Your assignment: The answer must be every line of the records in which the string "list" appears.

Available data:
=== Begin Enclosure ===
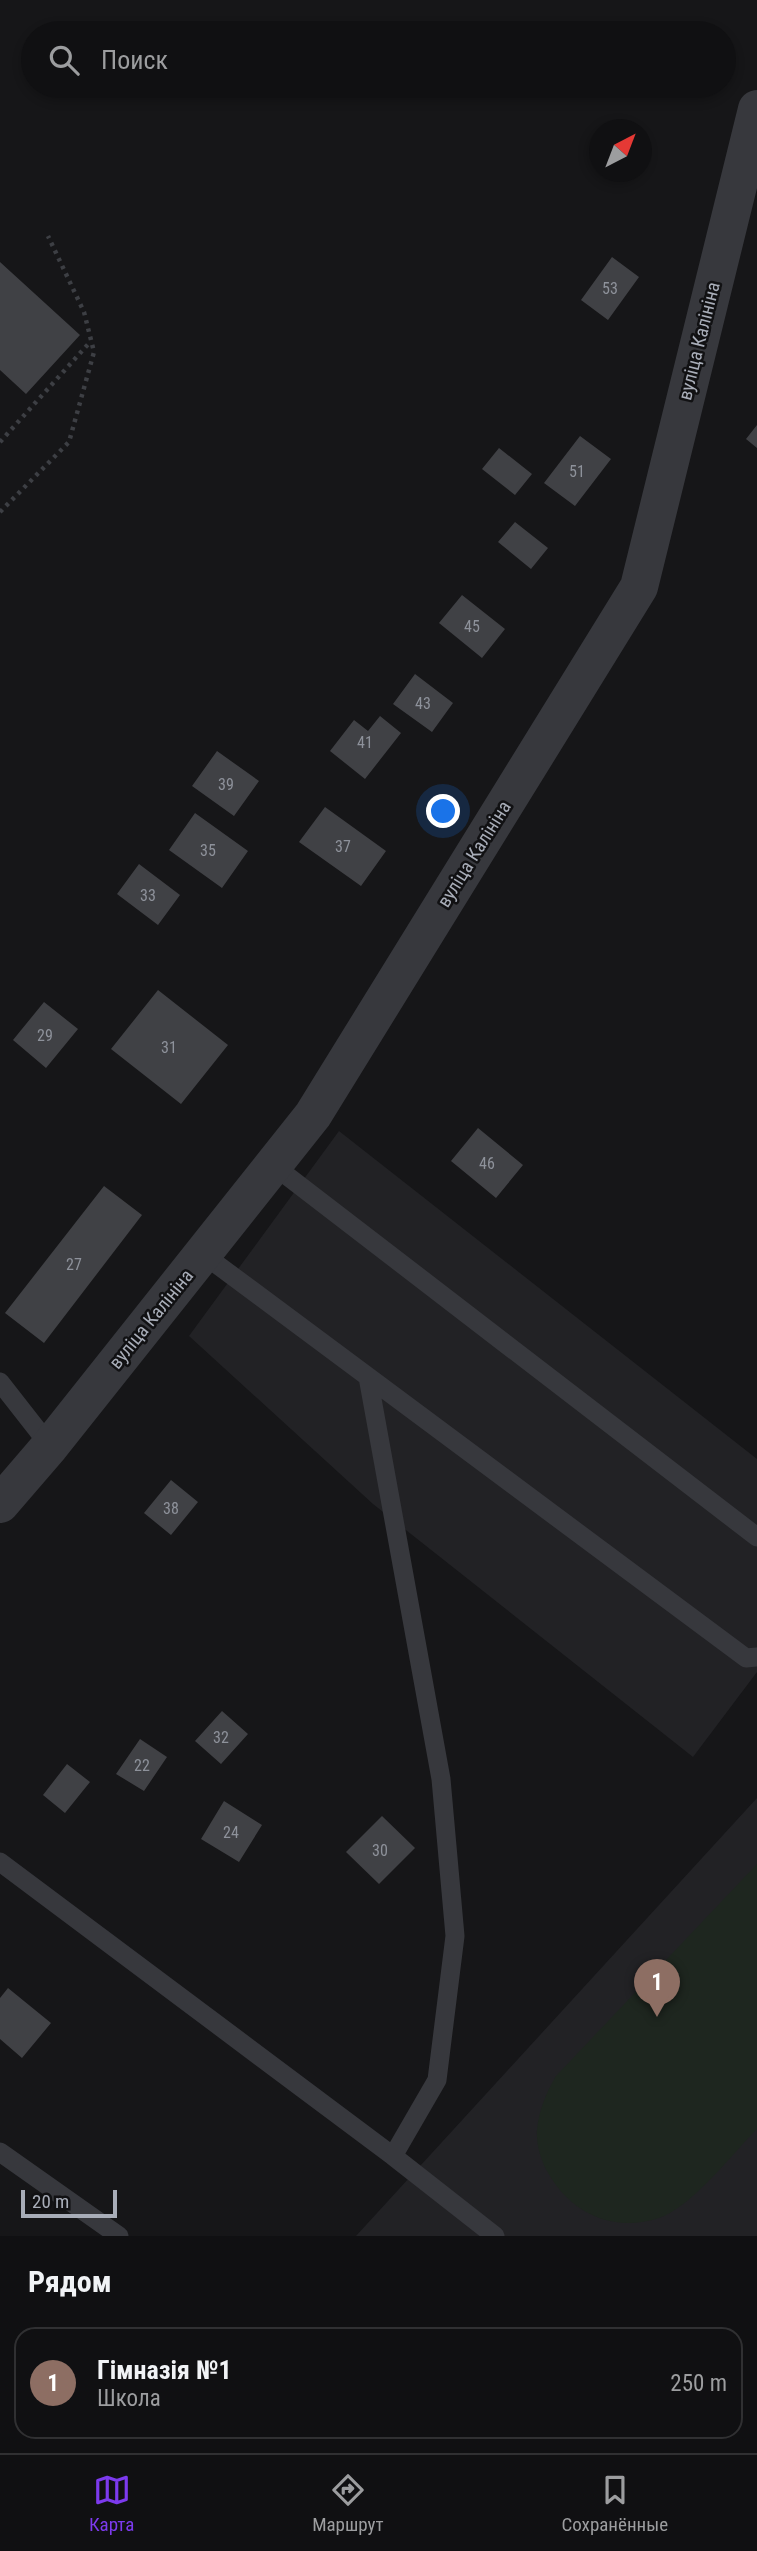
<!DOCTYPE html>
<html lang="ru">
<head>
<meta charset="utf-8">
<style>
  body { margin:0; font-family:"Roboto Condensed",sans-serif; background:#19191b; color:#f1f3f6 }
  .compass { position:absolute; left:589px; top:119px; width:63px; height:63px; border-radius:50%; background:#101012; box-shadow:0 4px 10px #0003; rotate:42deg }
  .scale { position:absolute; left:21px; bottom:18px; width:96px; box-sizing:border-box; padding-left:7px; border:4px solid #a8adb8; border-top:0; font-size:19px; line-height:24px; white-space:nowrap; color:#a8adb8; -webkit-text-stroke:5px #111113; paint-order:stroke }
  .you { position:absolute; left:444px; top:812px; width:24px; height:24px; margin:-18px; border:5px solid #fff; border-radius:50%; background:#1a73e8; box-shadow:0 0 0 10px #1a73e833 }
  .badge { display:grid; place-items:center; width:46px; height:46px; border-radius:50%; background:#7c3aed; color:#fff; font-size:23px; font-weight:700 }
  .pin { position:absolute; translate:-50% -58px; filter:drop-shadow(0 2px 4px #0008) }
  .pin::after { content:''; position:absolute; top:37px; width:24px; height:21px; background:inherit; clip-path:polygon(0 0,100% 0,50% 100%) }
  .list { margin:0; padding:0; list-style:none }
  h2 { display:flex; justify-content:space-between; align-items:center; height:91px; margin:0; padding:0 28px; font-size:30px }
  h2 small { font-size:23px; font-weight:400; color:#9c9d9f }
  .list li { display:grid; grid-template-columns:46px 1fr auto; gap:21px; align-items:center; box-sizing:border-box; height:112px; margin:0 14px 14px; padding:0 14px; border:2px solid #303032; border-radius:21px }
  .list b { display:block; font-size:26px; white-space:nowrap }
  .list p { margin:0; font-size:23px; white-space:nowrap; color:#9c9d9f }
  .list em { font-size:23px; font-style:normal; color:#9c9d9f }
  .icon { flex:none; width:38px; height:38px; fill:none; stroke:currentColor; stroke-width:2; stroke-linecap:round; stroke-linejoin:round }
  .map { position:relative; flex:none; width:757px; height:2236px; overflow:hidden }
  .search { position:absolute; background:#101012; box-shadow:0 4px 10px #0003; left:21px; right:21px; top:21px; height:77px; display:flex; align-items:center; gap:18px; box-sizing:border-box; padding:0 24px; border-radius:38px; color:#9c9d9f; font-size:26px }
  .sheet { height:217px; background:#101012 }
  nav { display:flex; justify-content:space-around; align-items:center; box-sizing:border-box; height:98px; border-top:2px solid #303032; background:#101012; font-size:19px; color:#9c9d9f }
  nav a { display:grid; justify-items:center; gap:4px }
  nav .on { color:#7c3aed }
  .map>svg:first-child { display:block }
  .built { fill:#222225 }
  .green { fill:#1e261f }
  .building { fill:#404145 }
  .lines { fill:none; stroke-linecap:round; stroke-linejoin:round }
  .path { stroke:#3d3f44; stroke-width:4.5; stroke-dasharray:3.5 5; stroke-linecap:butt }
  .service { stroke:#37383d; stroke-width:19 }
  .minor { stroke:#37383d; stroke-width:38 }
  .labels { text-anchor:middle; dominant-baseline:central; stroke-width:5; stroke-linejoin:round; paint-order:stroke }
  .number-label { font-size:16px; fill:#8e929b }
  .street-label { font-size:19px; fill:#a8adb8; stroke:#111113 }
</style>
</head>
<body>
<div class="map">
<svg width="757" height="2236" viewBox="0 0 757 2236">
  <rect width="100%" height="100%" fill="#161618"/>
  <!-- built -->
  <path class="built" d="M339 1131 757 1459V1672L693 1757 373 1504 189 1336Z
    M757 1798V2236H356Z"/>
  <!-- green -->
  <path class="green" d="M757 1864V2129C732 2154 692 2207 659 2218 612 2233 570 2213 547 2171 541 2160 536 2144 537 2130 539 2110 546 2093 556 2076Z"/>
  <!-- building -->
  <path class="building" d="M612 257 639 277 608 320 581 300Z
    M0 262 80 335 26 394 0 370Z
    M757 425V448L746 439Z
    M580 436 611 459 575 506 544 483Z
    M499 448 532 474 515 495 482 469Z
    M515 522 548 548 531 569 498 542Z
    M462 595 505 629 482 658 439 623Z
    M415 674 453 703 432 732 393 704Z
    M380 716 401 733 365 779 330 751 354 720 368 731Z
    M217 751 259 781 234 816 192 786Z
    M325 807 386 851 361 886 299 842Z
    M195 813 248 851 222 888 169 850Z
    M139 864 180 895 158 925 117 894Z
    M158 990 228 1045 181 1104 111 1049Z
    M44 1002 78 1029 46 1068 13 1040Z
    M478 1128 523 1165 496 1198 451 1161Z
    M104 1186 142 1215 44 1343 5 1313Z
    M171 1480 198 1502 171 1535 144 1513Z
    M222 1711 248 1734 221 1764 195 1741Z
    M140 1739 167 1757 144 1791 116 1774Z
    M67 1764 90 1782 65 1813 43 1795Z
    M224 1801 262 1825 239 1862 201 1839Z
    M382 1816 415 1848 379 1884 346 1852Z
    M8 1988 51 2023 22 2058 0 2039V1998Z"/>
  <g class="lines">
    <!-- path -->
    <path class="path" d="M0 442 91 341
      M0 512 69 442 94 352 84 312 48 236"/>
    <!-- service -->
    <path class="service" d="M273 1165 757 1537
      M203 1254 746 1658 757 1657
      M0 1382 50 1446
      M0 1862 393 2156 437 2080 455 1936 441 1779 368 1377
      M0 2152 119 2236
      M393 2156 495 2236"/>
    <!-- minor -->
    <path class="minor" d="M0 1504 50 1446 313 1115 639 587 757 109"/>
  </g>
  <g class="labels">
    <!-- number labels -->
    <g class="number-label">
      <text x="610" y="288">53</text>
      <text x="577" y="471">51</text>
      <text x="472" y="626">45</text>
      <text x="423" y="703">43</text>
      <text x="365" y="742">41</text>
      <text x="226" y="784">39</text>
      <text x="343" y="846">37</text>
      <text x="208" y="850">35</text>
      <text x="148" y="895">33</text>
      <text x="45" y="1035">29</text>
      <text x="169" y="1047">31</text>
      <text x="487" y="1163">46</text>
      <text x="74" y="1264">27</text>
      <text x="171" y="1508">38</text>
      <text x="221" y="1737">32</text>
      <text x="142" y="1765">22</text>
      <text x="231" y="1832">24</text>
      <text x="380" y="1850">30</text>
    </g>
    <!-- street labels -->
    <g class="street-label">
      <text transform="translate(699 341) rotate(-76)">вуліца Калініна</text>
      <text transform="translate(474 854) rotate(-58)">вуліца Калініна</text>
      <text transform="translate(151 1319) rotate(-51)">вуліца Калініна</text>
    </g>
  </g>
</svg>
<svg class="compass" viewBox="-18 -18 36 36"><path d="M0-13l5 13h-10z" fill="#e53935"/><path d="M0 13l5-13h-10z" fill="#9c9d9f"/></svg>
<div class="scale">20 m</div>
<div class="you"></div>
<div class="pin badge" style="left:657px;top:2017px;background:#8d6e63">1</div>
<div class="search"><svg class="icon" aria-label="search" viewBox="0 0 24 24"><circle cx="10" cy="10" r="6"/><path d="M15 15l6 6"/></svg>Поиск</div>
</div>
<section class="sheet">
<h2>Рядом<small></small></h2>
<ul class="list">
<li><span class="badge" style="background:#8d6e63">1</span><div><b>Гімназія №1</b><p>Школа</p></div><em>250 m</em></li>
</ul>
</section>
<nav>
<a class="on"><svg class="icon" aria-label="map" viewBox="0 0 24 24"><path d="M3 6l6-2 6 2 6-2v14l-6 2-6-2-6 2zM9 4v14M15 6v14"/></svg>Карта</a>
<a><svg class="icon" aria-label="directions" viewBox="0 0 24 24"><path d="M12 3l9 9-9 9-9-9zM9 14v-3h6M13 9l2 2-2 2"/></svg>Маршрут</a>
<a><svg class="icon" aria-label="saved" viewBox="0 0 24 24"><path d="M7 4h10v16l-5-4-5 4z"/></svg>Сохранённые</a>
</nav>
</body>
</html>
=== End Enclosure ===
Result of this exercise:
  .list { margin:0; padding:0; list-style:none }
  .list li { display:grid; grid-template-columns:46px 1fr auto; gap:21px; align-items:center; box-sizing:border-box; height:112px; margin:0 14px 14px; padding:0 14px; border:2px solid #303032; border-radius:21px }
  .list b { display:block; font-size:26px; white-space:nowrap }
  .list p { margin:0; font-size:23px; white-space:nowrap; color:#9c9d9f }
  .list em { font-size:23px; font-style:normal; color:#9c9d9f }
<ul class="list">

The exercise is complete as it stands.